▶ WHAT IS BEING ASKED:
When you reach the line in the data below that contains "M896 321 897 354 810 355 809 323Z", please start repeating lines exactly, and stop after the line that contains "M677 999 700 1000 699 1033 676 1032Z", repeating nothing else.

Collected data entries
* * * *
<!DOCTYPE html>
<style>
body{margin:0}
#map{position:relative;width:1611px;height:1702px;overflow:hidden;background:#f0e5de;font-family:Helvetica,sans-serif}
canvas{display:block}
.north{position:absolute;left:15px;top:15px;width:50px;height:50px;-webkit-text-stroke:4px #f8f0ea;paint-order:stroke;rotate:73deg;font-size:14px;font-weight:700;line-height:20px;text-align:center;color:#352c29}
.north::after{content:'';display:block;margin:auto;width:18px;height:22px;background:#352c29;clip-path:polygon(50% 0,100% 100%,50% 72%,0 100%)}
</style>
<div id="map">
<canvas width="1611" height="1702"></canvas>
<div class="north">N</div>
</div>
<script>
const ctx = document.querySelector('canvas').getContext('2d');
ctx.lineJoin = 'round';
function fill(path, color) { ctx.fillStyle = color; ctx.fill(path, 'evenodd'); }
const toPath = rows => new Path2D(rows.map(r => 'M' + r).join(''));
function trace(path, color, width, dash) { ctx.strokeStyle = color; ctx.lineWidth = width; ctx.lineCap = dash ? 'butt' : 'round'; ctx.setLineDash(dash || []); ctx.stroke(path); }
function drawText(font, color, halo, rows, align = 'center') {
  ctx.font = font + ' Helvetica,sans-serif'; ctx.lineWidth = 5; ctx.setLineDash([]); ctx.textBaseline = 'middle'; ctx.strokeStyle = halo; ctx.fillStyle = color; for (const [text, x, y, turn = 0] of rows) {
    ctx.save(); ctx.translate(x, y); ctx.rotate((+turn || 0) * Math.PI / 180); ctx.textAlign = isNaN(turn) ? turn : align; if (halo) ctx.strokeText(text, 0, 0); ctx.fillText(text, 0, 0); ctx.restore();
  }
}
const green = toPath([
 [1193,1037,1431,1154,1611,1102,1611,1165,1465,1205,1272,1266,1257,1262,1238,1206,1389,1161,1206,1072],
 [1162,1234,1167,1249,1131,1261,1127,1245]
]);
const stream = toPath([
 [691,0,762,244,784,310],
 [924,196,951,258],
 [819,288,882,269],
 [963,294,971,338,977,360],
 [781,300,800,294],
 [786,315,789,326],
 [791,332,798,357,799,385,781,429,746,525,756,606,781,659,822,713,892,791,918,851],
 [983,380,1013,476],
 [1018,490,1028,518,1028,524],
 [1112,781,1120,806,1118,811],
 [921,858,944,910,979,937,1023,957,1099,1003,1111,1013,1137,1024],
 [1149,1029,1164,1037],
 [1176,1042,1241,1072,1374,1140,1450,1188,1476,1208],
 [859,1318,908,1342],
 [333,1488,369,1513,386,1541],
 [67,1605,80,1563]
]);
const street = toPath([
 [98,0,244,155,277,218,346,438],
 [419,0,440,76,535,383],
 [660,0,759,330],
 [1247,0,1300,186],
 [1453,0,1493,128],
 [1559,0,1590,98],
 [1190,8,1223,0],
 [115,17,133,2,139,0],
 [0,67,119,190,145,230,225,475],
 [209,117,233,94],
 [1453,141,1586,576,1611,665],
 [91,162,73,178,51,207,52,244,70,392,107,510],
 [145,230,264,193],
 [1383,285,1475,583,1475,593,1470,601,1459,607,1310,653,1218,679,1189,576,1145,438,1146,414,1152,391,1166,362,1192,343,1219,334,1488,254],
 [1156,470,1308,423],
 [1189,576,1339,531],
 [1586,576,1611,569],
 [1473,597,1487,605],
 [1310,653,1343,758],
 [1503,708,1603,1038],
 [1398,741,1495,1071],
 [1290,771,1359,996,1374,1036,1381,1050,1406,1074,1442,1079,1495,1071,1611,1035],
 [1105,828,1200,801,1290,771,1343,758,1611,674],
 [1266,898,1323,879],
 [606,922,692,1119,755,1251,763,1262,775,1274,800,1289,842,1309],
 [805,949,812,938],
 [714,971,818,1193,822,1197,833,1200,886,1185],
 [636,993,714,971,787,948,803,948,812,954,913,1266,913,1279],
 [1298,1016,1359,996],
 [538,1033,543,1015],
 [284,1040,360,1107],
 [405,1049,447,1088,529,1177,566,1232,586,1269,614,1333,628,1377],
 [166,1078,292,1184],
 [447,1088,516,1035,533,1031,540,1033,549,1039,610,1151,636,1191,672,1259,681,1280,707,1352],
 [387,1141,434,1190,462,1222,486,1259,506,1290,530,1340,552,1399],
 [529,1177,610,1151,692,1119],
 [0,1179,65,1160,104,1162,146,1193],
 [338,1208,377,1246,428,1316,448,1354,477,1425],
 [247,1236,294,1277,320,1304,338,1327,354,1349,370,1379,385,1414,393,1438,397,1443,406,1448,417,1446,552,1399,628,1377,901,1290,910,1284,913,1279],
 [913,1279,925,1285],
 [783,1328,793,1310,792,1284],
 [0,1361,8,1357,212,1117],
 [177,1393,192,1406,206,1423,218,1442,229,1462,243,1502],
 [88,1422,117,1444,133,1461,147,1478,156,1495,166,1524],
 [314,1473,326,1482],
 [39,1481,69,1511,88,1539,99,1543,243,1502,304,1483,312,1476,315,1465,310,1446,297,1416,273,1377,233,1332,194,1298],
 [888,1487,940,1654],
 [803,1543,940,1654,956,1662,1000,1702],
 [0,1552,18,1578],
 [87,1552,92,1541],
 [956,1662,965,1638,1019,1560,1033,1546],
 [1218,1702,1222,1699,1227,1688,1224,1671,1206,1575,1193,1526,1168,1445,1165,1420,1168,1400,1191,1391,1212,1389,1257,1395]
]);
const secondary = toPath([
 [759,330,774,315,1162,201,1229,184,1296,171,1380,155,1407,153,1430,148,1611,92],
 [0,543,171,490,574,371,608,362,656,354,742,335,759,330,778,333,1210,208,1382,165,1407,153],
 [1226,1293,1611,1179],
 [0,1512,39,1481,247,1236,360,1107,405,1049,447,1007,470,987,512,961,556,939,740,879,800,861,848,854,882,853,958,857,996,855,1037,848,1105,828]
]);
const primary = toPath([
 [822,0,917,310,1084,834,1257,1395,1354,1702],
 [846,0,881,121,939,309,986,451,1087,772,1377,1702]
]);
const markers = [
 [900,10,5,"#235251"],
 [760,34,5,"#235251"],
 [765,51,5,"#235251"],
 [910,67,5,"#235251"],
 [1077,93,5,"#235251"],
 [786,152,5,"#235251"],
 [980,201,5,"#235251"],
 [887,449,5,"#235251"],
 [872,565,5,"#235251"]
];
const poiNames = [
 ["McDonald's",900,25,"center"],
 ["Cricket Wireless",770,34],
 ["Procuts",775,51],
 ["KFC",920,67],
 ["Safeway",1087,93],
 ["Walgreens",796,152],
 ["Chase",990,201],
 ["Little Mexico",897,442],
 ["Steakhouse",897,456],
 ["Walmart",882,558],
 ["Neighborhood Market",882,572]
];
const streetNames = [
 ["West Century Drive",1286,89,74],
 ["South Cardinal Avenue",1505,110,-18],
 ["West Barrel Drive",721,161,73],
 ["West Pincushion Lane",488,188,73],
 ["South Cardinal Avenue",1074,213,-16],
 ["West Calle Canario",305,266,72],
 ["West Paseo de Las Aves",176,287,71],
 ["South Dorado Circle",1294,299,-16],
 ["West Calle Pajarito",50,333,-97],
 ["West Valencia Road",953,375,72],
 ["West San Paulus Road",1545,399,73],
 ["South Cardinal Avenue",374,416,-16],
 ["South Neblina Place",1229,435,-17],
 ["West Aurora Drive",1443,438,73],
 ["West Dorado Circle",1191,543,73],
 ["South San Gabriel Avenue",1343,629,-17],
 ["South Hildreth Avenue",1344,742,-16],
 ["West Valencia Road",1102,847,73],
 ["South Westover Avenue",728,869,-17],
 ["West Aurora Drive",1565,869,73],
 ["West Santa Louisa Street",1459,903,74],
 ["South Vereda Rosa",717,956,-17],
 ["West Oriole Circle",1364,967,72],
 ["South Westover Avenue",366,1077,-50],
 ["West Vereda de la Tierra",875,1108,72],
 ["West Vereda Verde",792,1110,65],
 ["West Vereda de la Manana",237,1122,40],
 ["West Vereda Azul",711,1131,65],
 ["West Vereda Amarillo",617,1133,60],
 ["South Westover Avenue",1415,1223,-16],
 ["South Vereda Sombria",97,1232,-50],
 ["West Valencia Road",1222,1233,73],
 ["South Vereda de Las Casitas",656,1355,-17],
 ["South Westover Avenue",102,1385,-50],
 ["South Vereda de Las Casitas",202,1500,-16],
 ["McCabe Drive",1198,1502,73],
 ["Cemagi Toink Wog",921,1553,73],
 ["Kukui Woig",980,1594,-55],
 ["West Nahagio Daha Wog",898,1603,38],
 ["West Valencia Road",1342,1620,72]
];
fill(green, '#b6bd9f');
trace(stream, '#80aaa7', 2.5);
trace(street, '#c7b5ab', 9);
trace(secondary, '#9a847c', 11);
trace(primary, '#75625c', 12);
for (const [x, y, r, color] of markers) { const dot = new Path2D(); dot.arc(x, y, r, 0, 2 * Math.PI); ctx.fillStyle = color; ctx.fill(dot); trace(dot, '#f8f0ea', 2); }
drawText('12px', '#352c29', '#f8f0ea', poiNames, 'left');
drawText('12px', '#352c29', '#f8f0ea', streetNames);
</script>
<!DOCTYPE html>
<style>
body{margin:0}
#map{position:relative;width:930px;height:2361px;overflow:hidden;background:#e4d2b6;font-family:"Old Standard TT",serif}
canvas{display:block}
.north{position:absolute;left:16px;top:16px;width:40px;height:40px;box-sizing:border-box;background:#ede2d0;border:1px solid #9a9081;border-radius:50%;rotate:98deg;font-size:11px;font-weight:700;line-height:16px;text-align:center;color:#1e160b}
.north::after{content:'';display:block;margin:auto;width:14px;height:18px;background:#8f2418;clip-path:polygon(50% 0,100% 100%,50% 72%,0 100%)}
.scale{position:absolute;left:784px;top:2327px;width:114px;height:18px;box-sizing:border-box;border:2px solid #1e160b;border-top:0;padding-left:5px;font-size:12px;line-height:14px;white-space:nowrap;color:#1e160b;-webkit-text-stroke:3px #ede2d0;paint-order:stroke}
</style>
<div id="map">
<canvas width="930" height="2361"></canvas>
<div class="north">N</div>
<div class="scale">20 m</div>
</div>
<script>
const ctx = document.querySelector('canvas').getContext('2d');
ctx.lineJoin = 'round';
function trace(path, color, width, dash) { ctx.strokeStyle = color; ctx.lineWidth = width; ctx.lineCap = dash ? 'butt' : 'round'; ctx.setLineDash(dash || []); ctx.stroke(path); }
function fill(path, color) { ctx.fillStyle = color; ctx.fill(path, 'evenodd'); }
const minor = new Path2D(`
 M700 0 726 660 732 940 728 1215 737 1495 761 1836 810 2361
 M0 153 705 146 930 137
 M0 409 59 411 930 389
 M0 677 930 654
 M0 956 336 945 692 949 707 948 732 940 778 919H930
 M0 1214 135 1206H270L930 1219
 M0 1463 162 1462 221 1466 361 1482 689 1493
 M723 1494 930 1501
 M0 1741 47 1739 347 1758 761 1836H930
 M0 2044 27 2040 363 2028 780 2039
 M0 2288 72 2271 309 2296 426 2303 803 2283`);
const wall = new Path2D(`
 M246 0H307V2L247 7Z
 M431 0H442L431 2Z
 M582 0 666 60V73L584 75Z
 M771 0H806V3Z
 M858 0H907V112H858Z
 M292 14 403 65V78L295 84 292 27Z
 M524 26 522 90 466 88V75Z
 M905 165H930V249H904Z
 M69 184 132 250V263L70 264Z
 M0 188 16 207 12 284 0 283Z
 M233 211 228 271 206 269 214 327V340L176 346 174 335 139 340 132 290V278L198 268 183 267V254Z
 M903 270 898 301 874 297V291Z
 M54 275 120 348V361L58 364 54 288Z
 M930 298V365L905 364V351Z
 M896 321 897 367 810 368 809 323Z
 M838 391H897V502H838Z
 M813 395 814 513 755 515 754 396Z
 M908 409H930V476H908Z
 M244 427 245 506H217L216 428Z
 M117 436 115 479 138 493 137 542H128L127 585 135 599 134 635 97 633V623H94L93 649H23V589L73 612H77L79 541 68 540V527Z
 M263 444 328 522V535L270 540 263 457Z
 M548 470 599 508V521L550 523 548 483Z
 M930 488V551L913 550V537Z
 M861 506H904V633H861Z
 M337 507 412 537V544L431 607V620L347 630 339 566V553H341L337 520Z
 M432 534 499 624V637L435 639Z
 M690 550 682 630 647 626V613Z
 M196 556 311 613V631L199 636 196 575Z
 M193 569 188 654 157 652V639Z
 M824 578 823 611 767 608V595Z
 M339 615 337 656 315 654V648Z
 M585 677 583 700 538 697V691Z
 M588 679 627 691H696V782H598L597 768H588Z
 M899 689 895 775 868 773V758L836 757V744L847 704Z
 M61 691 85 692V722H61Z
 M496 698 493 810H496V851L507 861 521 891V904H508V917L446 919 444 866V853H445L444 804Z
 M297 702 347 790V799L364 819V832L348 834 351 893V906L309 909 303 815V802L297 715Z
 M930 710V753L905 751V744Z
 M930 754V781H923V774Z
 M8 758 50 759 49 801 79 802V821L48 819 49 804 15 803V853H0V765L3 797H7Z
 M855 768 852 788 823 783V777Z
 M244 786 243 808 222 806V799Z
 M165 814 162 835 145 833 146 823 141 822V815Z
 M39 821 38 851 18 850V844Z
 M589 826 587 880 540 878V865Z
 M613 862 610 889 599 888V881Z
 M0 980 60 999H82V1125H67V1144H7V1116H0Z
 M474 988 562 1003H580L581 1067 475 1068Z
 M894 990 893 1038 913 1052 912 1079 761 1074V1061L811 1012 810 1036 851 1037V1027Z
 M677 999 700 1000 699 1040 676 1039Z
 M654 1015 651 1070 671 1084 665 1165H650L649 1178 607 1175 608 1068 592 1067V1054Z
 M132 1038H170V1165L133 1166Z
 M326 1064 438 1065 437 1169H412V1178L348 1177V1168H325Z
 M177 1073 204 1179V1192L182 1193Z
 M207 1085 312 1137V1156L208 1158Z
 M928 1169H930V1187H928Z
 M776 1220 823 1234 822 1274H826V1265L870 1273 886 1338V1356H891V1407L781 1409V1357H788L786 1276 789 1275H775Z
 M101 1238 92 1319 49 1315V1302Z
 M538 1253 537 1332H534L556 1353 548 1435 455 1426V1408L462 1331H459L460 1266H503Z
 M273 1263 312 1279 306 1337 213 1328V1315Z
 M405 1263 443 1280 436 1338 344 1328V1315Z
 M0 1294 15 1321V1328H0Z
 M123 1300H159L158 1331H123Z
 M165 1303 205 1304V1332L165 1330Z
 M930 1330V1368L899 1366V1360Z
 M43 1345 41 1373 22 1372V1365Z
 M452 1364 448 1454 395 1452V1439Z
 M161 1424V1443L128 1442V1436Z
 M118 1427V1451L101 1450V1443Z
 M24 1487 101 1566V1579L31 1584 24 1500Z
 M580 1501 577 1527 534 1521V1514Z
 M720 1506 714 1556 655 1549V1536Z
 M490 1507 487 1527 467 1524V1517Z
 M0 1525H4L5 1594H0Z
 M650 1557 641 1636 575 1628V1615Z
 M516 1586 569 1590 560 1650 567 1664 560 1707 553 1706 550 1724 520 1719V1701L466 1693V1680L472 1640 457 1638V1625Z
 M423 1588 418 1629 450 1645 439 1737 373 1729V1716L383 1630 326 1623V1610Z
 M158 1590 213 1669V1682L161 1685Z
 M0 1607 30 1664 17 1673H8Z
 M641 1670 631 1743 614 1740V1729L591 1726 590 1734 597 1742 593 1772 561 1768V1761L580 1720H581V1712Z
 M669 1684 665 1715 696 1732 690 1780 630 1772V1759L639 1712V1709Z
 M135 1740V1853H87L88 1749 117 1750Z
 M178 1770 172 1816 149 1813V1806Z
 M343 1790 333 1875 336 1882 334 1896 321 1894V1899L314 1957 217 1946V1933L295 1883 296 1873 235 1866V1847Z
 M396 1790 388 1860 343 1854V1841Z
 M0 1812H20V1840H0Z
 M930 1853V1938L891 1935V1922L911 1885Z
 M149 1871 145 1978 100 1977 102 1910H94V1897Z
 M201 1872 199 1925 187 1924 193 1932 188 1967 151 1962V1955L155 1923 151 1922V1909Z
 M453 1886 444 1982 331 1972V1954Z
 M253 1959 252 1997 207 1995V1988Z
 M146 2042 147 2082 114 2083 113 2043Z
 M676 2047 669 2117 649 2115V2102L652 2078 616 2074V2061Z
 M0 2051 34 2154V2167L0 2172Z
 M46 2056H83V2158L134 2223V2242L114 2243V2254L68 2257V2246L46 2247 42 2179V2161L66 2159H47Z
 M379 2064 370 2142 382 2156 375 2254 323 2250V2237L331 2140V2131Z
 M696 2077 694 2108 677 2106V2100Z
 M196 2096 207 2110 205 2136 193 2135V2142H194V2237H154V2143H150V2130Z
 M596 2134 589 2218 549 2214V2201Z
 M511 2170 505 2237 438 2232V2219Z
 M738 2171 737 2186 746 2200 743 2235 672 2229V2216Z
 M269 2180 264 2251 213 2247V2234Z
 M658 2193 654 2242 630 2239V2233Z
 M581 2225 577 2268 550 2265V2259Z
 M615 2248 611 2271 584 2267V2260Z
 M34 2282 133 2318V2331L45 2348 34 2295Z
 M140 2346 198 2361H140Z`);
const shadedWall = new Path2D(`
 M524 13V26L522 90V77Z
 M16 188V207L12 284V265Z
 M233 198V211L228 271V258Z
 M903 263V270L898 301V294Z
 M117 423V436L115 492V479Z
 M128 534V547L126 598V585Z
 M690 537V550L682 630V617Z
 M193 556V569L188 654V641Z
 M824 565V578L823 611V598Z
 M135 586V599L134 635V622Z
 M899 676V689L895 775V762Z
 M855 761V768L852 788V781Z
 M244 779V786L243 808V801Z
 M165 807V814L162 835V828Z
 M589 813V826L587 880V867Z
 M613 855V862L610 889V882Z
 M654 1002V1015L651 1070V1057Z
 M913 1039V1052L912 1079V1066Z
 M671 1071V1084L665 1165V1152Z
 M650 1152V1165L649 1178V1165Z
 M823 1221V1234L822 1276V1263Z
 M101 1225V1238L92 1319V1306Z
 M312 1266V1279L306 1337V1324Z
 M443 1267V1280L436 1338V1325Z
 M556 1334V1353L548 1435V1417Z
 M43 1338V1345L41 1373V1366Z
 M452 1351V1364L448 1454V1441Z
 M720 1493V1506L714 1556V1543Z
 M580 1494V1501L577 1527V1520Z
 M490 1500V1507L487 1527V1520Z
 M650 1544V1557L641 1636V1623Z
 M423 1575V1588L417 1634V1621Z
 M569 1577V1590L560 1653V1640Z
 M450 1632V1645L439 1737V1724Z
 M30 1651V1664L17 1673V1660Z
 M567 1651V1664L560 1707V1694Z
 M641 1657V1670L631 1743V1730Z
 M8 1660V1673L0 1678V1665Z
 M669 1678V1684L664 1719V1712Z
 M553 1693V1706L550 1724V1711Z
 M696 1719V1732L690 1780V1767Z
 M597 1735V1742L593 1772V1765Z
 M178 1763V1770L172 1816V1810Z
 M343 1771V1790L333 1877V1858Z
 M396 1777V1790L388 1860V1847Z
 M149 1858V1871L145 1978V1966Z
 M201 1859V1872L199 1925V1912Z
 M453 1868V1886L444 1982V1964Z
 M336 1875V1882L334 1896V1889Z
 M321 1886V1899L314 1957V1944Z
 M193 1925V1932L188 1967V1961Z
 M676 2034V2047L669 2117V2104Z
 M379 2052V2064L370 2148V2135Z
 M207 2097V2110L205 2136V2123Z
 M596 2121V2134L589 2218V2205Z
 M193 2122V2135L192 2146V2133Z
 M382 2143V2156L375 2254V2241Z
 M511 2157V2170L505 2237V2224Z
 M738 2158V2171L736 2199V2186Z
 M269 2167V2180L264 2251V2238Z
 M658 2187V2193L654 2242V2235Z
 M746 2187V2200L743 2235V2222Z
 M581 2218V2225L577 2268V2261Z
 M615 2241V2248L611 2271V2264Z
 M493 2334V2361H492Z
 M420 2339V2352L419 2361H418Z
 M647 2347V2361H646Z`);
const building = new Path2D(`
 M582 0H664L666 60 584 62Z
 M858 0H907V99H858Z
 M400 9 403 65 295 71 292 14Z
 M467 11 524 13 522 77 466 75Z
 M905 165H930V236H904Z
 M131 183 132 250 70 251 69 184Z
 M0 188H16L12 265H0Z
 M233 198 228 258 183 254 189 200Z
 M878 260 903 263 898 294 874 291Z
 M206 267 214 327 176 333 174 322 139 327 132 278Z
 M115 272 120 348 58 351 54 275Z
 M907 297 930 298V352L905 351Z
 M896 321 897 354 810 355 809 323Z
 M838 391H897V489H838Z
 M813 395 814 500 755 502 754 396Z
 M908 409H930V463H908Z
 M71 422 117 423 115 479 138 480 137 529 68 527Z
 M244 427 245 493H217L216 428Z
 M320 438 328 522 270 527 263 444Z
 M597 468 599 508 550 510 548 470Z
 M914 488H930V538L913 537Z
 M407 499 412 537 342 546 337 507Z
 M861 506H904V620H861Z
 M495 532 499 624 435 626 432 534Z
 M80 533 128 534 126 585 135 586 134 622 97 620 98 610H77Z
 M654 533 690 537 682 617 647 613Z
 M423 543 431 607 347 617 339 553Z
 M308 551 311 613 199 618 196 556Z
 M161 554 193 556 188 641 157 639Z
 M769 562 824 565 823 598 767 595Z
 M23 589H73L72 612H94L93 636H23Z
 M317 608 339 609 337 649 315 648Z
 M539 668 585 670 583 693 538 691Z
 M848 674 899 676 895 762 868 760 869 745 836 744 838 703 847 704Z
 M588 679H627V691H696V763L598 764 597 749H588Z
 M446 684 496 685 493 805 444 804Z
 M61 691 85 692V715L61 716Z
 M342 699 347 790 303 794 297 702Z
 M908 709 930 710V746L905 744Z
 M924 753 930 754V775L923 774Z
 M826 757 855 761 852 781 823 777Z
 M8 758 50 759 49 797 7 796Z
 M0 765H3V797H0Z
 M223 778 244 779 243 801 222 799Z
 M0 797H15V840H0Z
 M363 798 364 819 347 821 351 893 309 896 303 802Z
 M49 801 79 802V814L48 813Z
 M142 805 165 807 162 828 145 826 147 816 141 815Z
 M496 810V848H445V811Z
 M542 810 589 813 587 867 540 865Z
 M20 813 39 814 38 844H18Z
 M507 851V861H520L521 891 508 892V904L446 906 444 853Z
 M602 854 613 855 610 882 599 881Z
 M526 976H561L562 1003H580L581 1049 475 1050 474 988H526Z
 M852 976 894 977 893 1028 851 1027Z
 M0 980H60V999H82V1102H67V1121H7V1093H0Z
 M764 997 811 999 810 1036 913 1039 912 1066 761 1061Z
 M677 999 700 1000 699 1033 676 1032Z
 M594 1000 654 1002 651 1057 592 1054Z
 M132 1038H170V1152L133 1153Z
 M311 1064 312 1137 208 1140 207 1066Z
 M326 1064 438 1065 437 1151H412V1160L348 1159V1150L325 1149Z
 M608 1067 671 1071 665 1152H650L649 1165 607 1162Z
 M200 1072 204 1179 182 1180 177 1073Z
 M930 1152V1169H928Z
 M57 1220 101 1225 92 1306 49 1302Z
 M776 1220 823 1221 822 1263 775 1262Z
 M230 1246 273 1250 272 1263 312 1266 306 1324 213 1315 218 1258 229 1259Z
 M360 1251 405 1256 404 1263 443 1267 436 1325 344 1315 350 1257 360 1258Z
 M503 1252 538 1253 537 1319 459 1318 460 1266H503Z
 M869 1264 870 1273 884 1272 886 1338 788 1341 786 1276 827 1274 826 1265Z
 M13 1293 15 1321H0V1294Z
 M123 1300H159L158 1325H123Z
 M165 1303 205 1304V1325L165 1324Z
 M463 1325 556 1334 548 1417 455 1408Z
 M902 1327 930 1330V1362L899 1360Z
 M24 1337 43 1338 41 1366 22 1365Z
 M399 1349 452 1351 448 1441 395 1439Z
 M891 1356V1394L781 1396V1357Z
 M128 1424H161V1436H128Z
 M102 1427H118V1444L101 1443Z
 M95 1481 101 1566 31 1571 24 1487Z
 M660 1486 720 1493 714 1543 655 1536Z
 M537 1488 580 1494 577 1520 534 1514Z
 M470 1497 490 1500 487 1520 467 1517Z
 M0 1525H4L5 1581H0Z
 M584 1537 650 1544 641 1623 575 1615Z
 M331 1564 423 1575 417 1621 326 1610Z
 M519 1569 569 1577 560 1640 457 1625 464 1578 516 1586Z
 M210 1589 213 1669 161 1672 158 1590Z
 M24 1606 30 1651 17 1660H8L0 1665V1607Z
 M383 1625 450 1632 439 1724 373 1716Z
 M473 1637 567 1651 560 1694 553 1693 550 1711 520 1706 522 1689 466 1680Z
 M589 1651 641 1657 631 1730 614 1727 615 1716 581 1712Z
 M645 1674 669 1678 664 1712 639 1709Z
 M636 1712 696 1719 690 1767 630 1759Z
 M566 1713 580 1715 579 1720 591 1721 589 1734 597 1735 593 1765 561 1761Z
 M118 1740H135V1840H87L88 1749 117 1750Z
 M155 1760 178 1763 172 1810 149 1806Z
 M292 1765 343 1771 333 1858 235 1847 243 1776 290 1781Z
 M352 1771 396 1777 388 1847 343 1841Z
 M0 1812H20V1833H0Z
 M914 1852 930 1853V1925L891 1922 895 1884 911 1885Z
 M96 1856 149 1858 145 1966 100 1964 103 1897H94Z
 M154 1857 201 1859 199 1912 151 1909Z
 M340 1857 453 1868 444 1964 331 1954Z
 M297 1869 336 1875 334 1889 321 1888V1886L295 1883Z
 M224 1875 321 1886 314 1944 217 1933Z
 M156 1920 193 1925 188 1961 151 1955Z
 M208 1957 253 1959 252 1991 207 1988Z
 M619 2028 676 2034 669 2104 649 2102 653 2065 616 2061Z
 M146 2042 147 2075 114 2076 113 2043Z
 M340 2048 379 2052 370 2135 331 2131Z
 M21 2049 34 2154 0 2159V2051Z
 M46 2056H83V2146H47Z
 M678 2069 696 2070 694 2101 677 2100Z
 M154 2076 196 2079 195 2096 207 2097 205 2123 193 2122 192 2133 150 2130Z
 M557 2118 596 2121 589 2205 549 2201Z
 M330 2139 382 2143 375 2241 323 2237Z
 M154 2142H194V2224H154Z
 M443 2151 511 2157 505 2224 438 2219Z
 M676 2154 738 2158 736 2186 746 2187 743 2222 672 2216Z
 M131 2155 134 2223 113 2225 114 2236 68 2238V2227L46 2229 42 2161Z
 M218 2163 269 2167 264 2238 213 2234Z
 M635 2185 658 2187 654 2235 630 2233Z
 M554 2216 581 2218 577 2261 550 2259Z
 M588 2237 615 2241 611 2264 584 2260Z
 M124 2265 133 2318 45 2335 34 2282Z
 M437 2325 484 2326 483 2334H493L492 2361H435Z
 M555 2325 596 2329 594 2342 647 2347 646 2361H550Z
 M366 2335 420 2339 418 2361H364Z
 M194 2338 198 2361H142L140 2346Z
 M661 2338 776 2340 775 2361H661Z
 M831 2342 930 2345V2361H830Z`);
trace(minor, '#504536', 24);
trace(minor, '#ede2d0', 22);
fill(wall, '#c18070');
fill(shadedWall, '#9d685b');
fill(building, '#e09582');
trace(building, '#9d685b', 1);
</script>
* * * *
▶ EXPECTED ANSWER:
 M896 321 897 354 810 355 809 323Z
 M838 391H897V489H838Z
 M813 395 814 500 755 502 754 396Z
 M908 409H930V463H908Z
 M71 422 117 423 115 479 138 480 137 529 68 527Z
 M244 427 245 493H217L216 428Z
 M320 438 328 522 270 527 263 444Z
 M597 468 599 508 550 510 548 470Z
 M914 488H930V538L913 537Z
 M407 499 412 537 342 546 337 507Z
 M861 506H904V620H861Z
 M495 532 499 624 435 626 432 534Z
 M80 533 128 534 126 585 135 586 134 622 97 620 98 610H77Z
 M654 533 690 537 682 617 647 613Z
 M423 543 431 607 347 617 339 553Z
 M308 551 311 613 199 618 196 556Z
 M161 554 193 556 188 641 157 639Z
 M769 562 824 565 823 598 767 595Z
 M23 589H73L72 612H94L93 636H23Z
 M317 608 339 609 337 649 315 648Z
 M539 668 585 670 583 693 538 691Z
 M848 674 899 676 895 762 868 760 869 745 836 744 838 703 847 704Z
 M588 679H627V691H696V763L598 764 597 749H588Z
 M446 684 496 685 493 805 444 804Z
 M61 691 85 692V715L61 716Z
 M342 699 347 790 303 794 297 702Z
 M908 709 930 710V746L905 744Z
 M924 753 930 754V775L923 774Z
 M826 757 855 761 852 781 823 777Z
 M8 758 50 759 49 797 7 796Z
 M0 765H3V797H0Z
 M223 778 244 779 243 801 222 799Z
 M0 797H15V840H0Z
 M363 798 364 819 347 821 351 893 309 896 303 802Z
 M49 801 79 802V814L48 813Z
 M142 805 165 807 162 828 145 826 147 816 141 815Z
 M496 810V848H445V811Z
 M542 810 589 813 587 867 540 865Z
 M20 813 39 814 38 844H18Z
 M507 851V861H520L521 891 508 892V904L446 906 444 853Z
 M602 854 613 855 610 882 599 881Z
 M526 976H561L562 1003H580L581 1049 475 1050 474 988H526Z
 M852 976 894 977 893 1028 851 1027Z
 M0 980H60V999H82V1102H67V1121H7V1093H0Z
 M764 997 811 999 810 1036 913 1039 912 1066 761 1061Z
 M677 999 700 1000 699 1033 676 1032Z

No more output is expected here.